Charles Ruffin Hook Sr. (July 12, 1880 - November 15, 1963) was an American industrialist, second president of Armco Steel Corp., and recipient of the Henry Laurence Gantt Medal in 1950.

== Life and work ==
Hook was born and raised in Cincinnati, Hamilton County as son of Henry Hamilton Hook and Katherine (Klusman) Hook. He attended Walnut Hills High School, where he graduated in 1898.

In 1902 Hook started his lifelong career at Armco as night superintendent at the sheet mill. Hook served as president of Armco Steel from 1930 to 1948, and later served as chairman of its board from 1948 to 1959. In the 1930s he also served as president of the National Association of Manufacturers.

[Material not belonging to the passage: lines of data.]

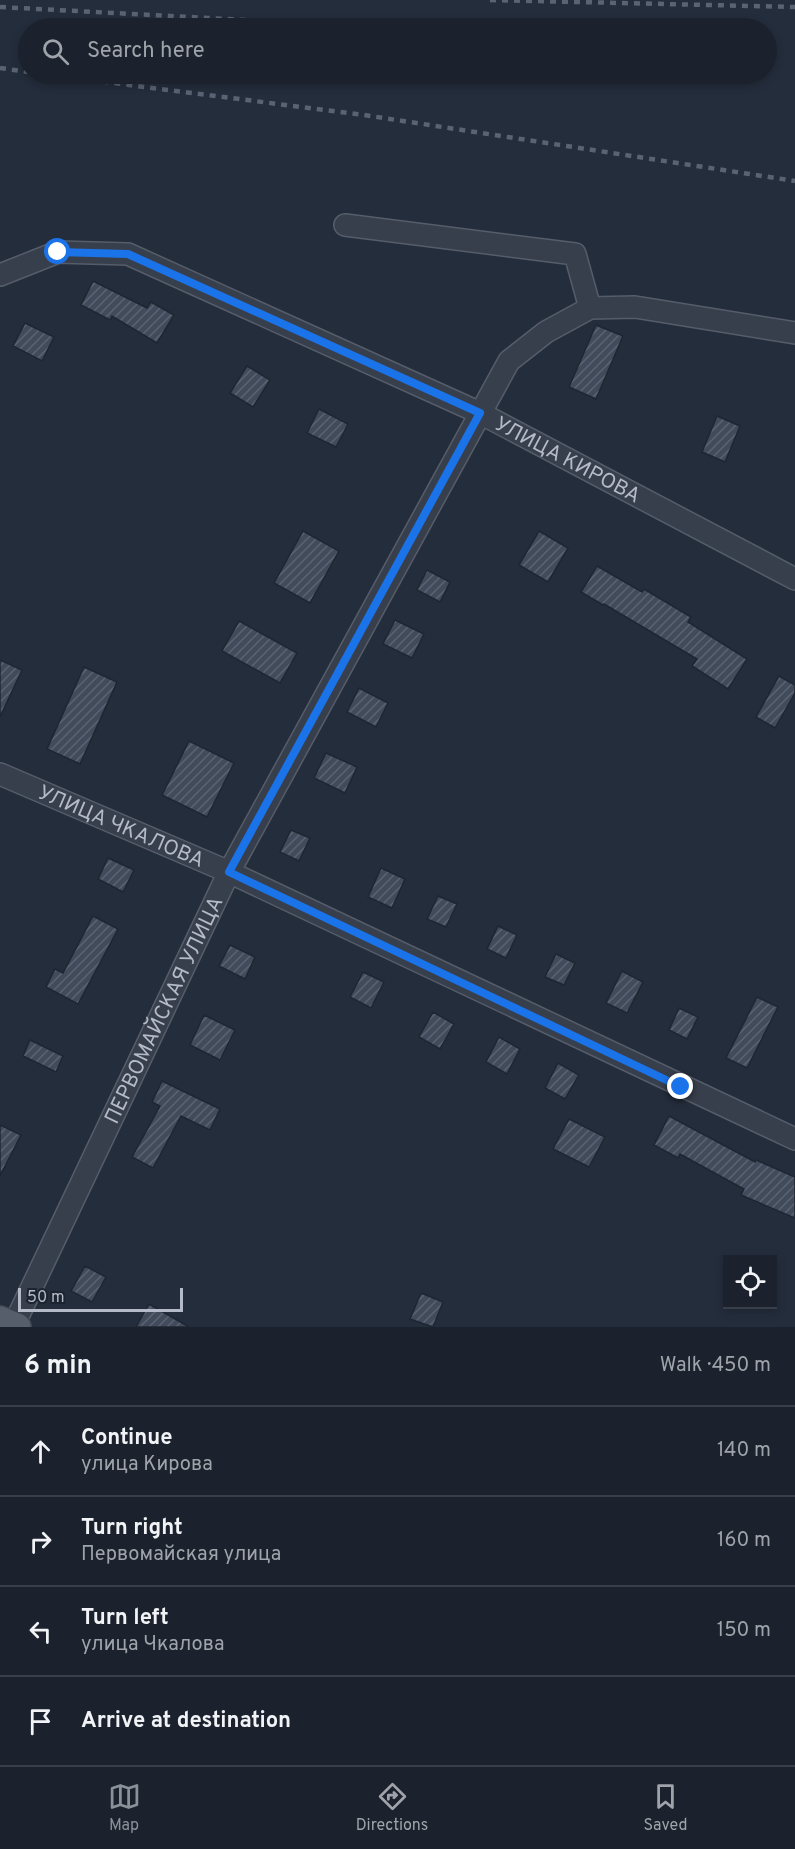 <!DOCTYPE html>
<meta charset="utf-8">
<style>
body{margin:0;font-family:Overpass,sans-serif;background:#282f39;color:#f1f3f6}
.controls{position:absolute;right:18px;bottom:18px;display:grid;overflow:hidden;border-radius:0px;box-shadow:0 3px 9px #0003}
.controls button{width:54px;height:54px;display:grid;place-items:center;padding:0;border:0;border-bottom:2px solid #393f49;background:#1b222d;color:#f1f3f6;font:30px sans-serif}
.scale{position:absolute;left:18px;bottom:15px;width:165px;box-sizing:border-box;padding-left:6px;border:3px solid #b4bac7;border-top:0;font-size:16px;line-height:21px;white-space:nowrap;color:#b4bac7;-webkit-text-stroke:4px #1d2431;paint-order:stroke}
.stop{position:absolute;width:18px;height:18px;margin:-14px;border:4px solid #1a73e8;border-radius:50%;background:#fff}
.stop.end{background:#1a73e8;border-color:#fff;box-shadow:0 2px 6px #0008}
.list{margin:0;padding:0;list-style:none}
h2{display:flex;justify-content:space-between;align-items:center;height:78px;margin:0;padding:0 24px;font-size:26px}
h2 small{font-size:20px;font-weight:400;color:#a0a4aa}
.list li{display:grid;grid-template-columns:39px 1fr auto;gap:18px;align-items:center;box-sizing:border-box;height:90px;padding:0 24px;border-top:2px solid #393f49}
.list b{display:block;font-size:22px;white-space:nowrap}
.list p{margin:0;font-size:20px;white-space:nowrap;color:#a0a4aa}
.list em{font-size:20px;font-style:normal;color:#a0a4aa}
.icon{flex:none;width:33px;height:33px;fill:none;stroke:currentColor;stroke-width:2;stroke-linecap:round;stroke-linejoin:round}
.map{position:relative;flex:none;width:795px;height:1327px;overflow:hidden}
.search{position:absolute;background:#1b222d;box-shadow:0 3px 9px #0003;left:18px;right:18px;top:18px;height:66px;display:flex;align-items:center;gap:15px;box-sizing:border-box;padding:0 21px;border-radius:33px;color:#a0a4aa;font-size:22px}
.sheet{height:438px;background:#1b222d}
nav{display:flex;justify-content:space-around;align-items:center;box-sizing:border-box;height:84px;border-top:2px solid #393f49;background:#1b222d;font-size:16px;color:#a0a4aa}
nav a{display:grid;justify-items:center;gap:3px}
nav .on{color:#8c9099}
.map>svg:first-child{display:block}
.building{fill:url(#building-hatch);stroke:#1f2633;stroke-width:1.5}
.lines{fill:none;stroke-linecap:round;stroke-linejoin:round}
.minor-casing{stroke:#565d6a;stroke-width:24}
.major-casing{stroke:#414855;stroke-width:30}
.minor{stroke:#383f4c;stroke-width:21}
.major{stroke:#565e6c;stroke-width:27}
.rail{stroke:#5a6373;stroke-width:4.5;stroke-dasharray:6 6;stroke-linecap:butt}
.route{stroke:#1a73e8;stroke-width:8}
.labels{text-anchor:middle;stroke-width:6;stroke-linejoin:round;paint-order:stroke}
.street-label{font-size:21px;fill:#b4bac7;stroke:#1d2431}
</style>
<div class="map">
<svg width="795" height="1327" viewBox="0 0 795 1327">
<defs>
<pattern id="building-hatch" width="6" height="6" patternUnits="userSpaceOnUse" patternTransform="scale(1.5)"><rect width="6" height="6" fill="#414b5b"/><path d="M-1 1l2-2M0 6l6-6M5 7l2-2" fill="none" stroke="#5a6371"/></pattern>
</defs>
<rect width="100%" height="100%" fill="#242d3c"/>
<g class="building">
<path d="M93 281 147 308 151 302 174 315 157 343 112 316 110 320 81 305Z"/>
<path d="M25 323 54 337 42 361 13 346Z"/>
<path d="M596 325 623 336 596 399 569 387Z"/>
<path d="M247 366 270 380 253 407 230 393Z"/>
<path d="M319 409 348 424 336 447 307 433Z"/>
<path d="M717 416 740 426 725 462 702 452Z"/>
<path d="M303 531 339 551 310 603 274 583Z"/>
<path d="M539 531 568 548 548 582 519 565Z"/>
<path d="M597 566 642 592 644 589 691 617 688 622 747 659 728 689 692 666 697 659 604 604 603 605 581 592Z"/>
<path d="M427 570 450 582 440 602 417 590Z"/>
<path d="M395 620 424 634 412 658 383 644Z"/>
<path d="M239 621 297 653 280 683 222 651Z"/>
<path d="M0 660 22 670 0 717Z"/>
<path d="M84 667 117 682 80 764 47 749Z"/>
<path d="M779 676 795 685V693L775 728 756 717Z"/>
<path d="M359 688 388 703 376 727 347 712Z"/>
<path d="M189 741 234 763 207 817 162 795Z"/>
<path d="M326 753 357 767 345 793 314 778Z"/>
<path d="M291 830 310 838 299 861 280 852Z"/>
<path d="M108 858 134 870 123 892 98 879Z"/>
<path d="M381 868 405 879 392 908 368 897Z"/>
<path d="M438 896 457 904 446 927 427 919Z"/>
<path d="M93 916 118 929 78 1004 46 987 55 969 63 973Z"/>
<path d="M498 926 517 935 506 958 487 949Z"/>
<path d="M230 945 255 957 245 979 219 966Z"/>
<path d="M556 954 575 963 564 985 545 977Z"/>
<path d="M622 971 643 982 627 1013 606 1003Z"/>
<path d="M363 972 384 982 371 1008 350 997Z"/>
<path d="M757 997 778 1007 747 1068 726 1058Z"/>
<path d="M679 1008 698 1017 687 1039 669 1030Z"/>
<path d="M433 1012 454 1024 440 1049 419 1037Z"/>
<path d="M204 1015 235 1030 220 1060 190 1045Z"/>
<path d="M499 1037 520 1049 507 1074 486 1062Z"/>
<path d="M30 1040 63 1056 56 1072 23 1056Z"/>
<path d="M558 1063 579 1075 565 1099 545 1088Z"/>
<path d="M162 1081 220 1109 210 1130 181 1116 153 1168 132 1157 160 1106 152 1102Z"/>
<path d="M669 1116 755 1162 756 1160 795 1177V1218L741 1195 744 1189 680 1154 678 1158 654 1145Z"/>
<path d="M569 1119 605 1137 589 1167 553 1149Z"/>
<path d="M0 1125 21 1135 0 1176Z"/>
<path d="M85 1266 106 1277 92 1302 71 1291Z"/>
<path d="M421 1293 443 1302 433 1327 410 1319Z"/>
<path d="M149 1304 189 1327H136Z"/>
</g>
<g class="lines">
<defs>
<g id="minor">
<path d="M345 225 575 254 590 308"/>
<path id="s1" d="M0 275 58 252 128 254 480 413 795 579"/>
<path id="s2" d="M0 774 229 872 795 1139"/>
<path id="s3" d="M13 1327 229 872 509 361 546 332 590 308 635 307 795 333"/>
</g>
<path id="major" d="M0 1320 17 1327"/>
</defs>
<use href="#minor" class="minor-casing"/>
<use href="#major" class="major-casing"/>
<use href="#minor" class="minor"/>
<use href="#major" class="major"/>
<g class="rail">
<path d="M490 0 795 7"/>
<path d="M0 7 379 27"/>
<path d="M0 68 28 72"/>
<path d="M43 74 364 115 795 181"/>
</g>
</g>
<g class="lines">
<path class="route" d="M58 252 128 254 480 413 229 872 681 1087"/>
</g>
<g class="labels">
<g class="street-label">
<text dy="7" stroke="none"><textPath href="#s1" startOffset="618">УЛИЦА КИРОВА</textPath></text>
<text dy="7" stroke="none"><textPath href="#s2" startOffset="132">УЛИЦА ЧКАЛОВА</textPath></text>
<text dy="7" stroke="none"><textPath href="#s3" startOffset="351">ПЕРВОМАЙСКАЯ УЛИЦА</textPath></text>
</g>
</g>
</svg>
<div class="controls">
<button><svg class="icon" aria-label="locate" viewBox="0 0 24 24"><circle cx="12" cy="12" r="6"/><path d="M12 2v4M12 18v4M2 12h4M18 12h4"/></svg></button>
</div>
<div class="scale">50 m</div>
<div class="stop" style="left:58px;top:252px"></div>
<div class="stop end" style="left:681px;top:1087px"></div>
<div class="search"><svg class="icon" aria-label="search" viewBox="0 0 24 24"><circle cx="10" cy="10" r="6"/><path d="M15 15l6 6"/></svg>Search here</div>
</div>
<section class="sheet">
<h2>6 min<small>Walk · 450 m</small></h2>
<ul class="list">
<li><svg class="icon" aria-label="ahead" viewBox="0 0 24 24"><path d="M12 20V5M6 11l6-6 6 6"/></svg><div><b>Continue</b><p>улица Кирова</p></div><em>140 m</em></li>
<li><svg class="icon" aria-label="right" viewBox="0 0 24 24"><path d="M7 20v-9h11M14 6l5 5-5 5"/></svg><div><b>Turn right</b><p>Первомайская улица</p></div><em>160 m</em></li>
<li><svg class="icon" aria-label="left" viewBox="0 0 24 24"><path d="M17 20v-9H6M10 6l-5 5 5 5"/></svg><div><b>Turn left</b><p>улица Чкалова</p></div><em>150 m</em></li>
<li><svg class="icon" aria-label="arrive" viewBox="0 0 24 24"><path d="M6 21V4h12l-3 4 3 4H6"/></svg><div><b>Arrive at destination</b></div></li>
</ul>
</section>
<nav>
<a class="on"><svg class="icon" aria-label="map" viewBox="0 0 24 24"><path d="M3 6l6-2 6 2 6-2v14l-6 2-6-2-6 2zM9 4v14M15 6v14"/></svg>Map</a>
<a><svg class="icon" aria-label="directions" viewBox="0 0 24 24"><path d="M12 3l9 9-9 9-9-9zM9 14v-3h6M13 9l2 2-2 2"/></svg>Directions</a>
<a><svg class="icon" aria-label="saved" viewBox="0 0 24 24"><path d="M7 4h10v16l-5-4-5 4z"/></svg>Saved</a>
</nav>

Hook was awarded a series of honorary degrees, such as the D.Eng from Michigan College of Mining and Technology in 1935, and from the Stevens Institute of Technology in 1944; the LL.D. from Ohio State University in 1939, from Harding College in 1941, from Miami University in 1951, from Cedarville University in 1951, from Marietta College in 1952, and from Centre College in 1955; the DCS from Oglethorpe University in 1938; the Dr. Humanities from Muskingum University in 1950; and the Dr. Public Service from the University of Cincinnati in 1956.

In 1950 Hook was awarded by the American Management Association and ASME the Henry Laurence Gantt Medal for his accomplishments and for being a "proponent of incentives and industrial peace at Armco Steel Corporation." in 1950.

Hook died in Maryland November 15, 1963 at the age of 83.